And the common denominator for all above is cryptographically-verifiable identification as @talltree pointed out. For me personally this gives very solid standard which if it would be adopted would give community a lot of benefits as your wallet/agent/system/website/you name it, implements one standard for cryptographically verifiable identifier and you can support people identity, things identity, content identity. Without saying how this identity is defined.

There was already a statement that DID allow to identify anything, yes but through DID Document which in many cases is just unnecessary step e.g. for identification of the content. Which could happen that reveals to much.

peacekeeper commented 4 years ago

I also just read the thread, and even though I find the idea intriguing to broaden the concept of DIDs to all "cryptographically-verifiable identification", without DID documents and without DID controllers, I still have a preference for @jandrieu's perspective, and for sticking with the current "party line".

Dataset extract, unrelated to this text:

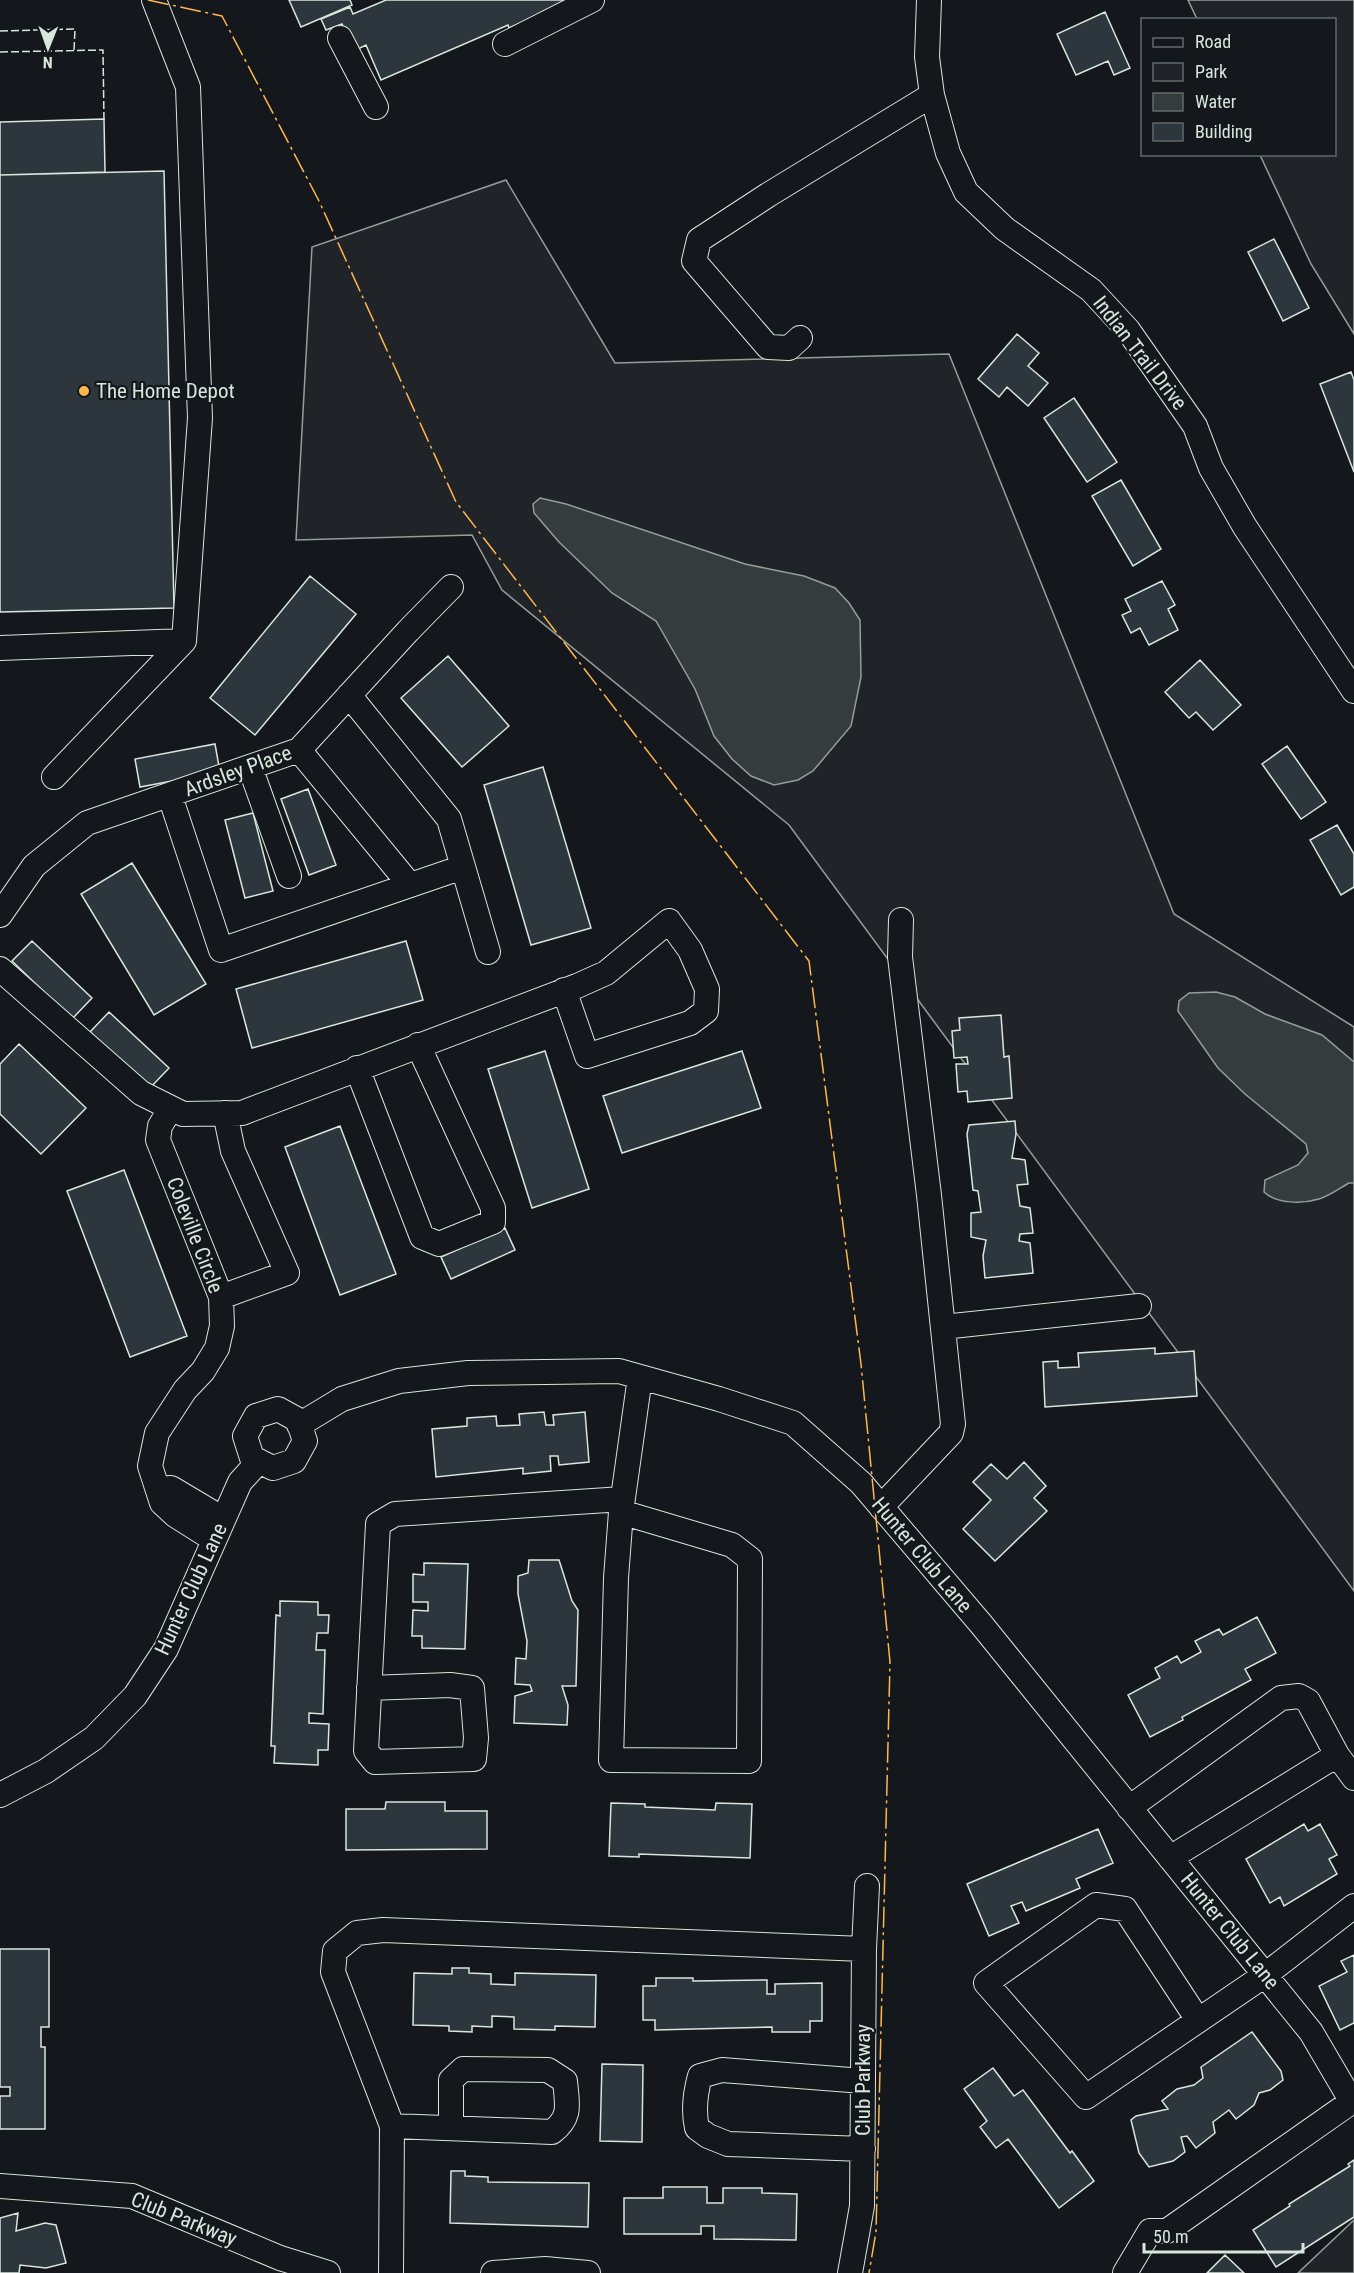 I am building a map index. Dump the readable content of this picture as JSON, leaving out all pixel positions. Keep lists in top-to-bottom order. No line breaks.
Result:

Unfortunately, we have monopolized the term "Decentralized Identifier (DID)", when in fact there are other "decentralized identifiers" out there. But still I believe we should stick to the mental model that all DIDs are "created" and "controlled".

(Side note: in very practical terms, deviating from this may mean deviating from the DID WG charter - see the first few bullet points).

I would argue that there are existing and better "decentralized identifiers" than DIDs, which can already be used for identifying malware or elements in the periodic table. Those identifiers are URNs.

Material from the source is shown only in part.